Can you calculate the moment at which a measure has a greater negative impact than that which it is intended to prevent?
There are mathematical disciplines for this. In the field of multiple criteria optimization, for example, we simultaneously observe a range of objective functions and find the best compromise. That gives you concrete help with decision-making. At Fraunhofer ITWM, we’ve developed some visualization tools with which you can actually to see the relationships between different factors. A good example of this – in a completely different context – is the use of radiation therapy for cancer. We can precisely calculate the radiation dosage required to destroy a tumor without substantially compromising the surrounding organs.
How can multiple criteria optimization help in the current situation?

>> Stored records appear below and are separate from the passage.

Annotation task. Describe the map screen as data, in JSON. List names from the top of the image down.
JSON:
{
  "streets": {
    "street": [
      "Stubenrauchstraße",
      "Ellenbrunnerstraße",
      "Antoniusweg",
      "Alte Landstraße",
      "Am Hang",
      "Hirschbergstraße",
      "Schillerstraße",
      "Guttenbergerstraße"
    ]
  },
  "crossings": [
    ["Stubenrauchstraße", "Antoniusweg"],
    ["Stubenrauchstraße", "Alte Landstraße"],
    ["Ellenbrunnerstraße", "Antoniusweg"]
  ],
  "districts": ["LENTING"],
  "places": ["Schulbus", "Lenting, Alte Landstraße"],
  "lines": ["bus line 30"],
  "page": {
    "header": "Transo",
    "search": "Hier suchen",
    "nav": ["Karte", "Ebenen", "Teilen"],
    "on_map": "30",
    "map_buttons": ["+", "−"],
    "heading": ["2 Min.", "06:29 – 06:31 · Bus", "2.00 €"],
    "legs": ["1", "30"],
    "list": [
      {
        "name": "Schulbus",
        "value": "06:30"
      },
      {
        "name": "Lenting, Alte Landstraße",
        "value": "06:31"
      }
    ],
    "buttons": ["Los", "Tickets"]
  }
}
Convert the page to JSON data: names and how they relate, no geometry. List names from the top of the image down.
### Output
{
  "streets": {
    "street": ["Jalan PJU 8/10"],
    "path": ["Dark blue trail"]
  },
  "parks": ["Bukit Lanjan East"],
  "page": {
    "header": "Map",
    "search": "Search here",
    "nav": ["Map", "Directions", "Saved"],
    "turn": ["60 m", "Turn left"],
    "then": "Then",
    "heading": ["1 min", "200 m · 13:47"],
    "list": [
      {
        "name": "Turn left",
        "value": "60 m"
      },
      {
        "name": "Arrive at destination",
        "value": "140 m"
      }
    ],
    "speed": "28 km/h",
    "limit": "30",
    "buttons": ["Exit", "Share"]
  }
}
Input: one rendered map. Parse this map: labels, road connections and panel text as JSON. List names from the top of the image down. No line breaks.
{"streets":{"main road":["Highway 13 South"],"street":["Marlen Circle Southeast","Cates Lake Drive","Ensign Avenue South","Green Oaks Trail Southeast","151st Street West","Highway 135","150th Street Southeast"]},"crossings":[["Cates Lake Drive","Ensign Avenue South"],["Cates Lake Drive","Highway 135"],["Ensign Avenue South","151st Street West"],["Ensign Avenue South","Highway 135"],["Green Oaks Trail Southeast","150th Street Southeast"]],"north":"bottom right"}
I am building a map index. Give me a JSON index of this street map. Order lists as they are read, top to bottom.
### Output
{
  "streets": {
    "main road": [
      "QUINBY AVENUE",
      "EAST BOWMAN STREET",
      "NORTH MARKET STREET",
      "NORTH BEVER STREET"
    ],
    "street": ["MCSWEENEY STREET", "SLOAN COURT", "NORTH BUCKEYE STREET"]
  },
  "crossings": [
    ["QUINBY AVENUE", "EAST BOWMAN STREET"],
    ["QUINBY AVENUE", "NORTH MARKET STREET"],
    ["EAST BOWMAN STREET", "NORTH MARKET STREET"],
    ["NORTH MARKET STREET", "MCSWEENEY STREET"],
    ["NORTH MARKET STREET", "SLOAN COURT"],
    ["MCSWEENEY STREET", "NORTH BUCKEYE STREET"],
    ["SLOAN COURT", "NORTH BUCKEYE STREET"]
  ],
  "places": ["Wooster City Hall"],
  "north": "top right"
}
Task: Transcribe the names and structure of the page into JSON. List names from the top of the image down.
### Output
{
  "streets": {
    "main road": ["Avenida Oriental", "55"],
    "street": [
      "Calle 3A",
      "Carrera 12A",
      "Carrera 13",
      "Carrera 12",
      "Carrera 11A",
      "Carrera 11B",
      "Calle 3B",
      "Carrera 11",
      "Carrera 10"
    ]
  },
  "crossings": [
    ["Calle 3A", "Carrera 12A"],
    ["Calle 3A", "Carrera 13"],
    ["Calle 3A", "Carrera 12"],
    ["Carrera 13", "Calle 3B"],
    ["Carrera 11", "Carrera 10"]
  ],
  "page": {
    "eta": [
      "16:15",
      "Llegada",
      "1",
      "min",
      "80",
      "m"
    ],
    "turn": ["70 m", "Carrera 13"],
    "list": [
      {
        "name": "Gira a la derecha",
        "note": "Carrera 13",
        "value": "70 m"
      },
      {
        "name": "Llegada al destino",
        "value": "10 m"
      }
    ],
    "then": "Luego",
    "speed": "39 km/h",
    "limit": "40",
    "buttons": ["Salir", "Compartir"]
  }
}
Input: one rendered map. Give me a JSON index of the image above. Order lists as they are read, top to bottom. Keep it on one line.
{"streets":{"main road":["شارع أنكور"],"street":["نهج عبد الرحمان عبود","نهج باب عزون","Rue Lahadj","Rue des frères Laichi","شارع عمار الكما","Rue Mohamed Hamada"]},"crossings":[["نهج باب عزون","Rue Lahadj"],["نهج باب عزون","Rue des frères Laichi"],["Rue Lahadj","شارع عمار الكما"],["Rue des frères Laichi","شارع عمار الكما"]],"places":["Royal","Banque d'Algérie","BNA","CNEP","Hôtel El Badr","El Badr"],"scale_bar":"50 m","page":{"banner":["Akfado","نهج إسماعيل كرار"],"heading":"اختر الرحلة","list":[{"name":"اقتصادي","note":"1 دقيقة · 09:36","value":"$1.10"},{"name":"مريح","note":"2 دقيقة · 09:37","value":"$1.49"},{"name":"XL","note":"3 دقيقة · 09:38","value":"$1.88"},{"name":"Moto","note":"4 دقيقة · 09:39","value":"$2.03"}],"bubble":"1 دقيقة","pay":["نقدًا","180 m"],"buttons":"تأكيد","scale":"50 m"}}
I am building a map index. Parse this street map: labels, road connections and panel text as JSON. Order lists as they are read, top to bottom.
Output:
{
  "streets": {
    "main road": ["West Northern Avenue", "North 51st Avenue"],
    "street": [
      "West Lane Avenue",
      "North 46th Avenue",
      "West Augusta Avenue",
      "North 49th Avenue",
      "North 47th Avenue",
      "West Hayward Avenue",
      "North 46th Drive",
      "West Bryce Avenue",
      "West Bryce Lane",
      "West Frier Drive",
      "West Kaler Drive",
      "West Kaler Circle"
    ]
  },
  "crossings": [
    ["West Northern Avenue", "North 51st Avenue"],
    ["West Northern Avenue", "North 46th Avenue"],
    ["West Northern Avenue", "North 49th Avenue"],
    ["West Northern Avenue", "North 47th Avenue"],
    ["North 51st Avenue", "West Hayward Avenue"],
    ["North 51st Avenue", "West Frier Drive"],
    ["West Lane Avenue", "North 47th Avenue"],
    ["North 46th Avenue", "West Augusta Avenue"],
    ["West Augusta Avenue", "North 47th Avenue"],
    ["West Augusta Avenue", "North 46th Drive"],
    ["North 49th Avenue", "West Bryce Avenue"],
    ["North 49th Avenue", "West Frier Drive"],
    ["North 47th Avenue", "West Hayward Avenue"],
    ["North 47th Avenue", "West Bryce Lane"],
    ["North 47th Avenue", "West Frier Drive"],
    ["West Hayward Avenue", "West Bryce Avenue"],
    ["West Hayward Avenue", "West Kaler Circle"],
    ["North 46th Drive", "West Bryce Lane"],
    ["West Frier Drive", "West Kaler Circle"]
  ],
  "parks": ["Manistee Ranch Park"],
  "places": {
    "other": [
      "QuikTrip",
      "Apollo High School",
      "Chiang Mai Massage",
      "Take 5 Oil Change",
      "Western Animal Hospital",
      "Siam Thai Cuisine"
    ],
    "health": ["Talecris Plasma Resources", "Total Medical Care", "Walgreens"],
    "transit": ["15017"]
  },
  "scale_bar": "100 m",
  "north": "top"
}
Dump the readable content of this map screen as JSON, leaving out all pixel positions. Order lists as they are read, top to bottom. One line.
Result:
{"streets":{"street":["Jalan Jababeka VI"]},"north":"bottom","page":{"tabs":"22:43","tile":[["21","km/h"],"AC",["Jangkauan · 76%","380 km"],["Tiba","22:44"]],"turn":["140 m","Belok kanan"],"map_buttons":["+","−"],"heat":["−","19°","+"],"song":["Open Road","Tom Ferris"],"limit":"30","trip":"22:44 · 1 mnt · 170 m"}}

Things get difficult once you have a number of complex systems – such as heath care, the economy and the social system – interacting with each other. That’s even more so when we lack data – as we do here, since we’ve never had such a lockdown. But we can learn a lot for future crises. In public debate, it’s often presented as if there were two options – making money or preserving life – and these are in opposition to one another. They’re not! It also benefits the economy if we can contain the epidemic as quickly as possible, rather than trying to minimize the reproduction factor for years on end with a variety of measures. In other words, it’s about money and life! Our strategy aims to find the best compromise between protecting public health and safeguarding the economy.
What kind of data should we be collecting so as to learn how to deal with future challenges?
From an epidemiological point of view, we need to learn which measures help prevent the spread of a virus and how effectively they do this. We also need to analyze the impact on economic factors such as productivity or unemployment. And it’s useful to evaluate movement data and contact data so as to learn how and in what way specific measures modify patterns of movement. In the future, this will help us prevent the spread of infection more efficiently.
Which kind of areas are going to become more important than previously?
We’re going to have to rethink supply chains and inventories, so that in the future we’re not dependent on other countries. Right now, we need more face masks, but in the next crisis we’ll maybe need different products altogether. We need to be thinking on a more general level. Also, there’s bound to be a review of reporting chains so as to ensure that key information is handed on more quickly. Workforce planning, for example, at health authorities will have to become more flexible. And we’ll be more aware about the need to travel, especially on business, because what the crisis has shown is that it’s possible to discuss a lot of things digitally.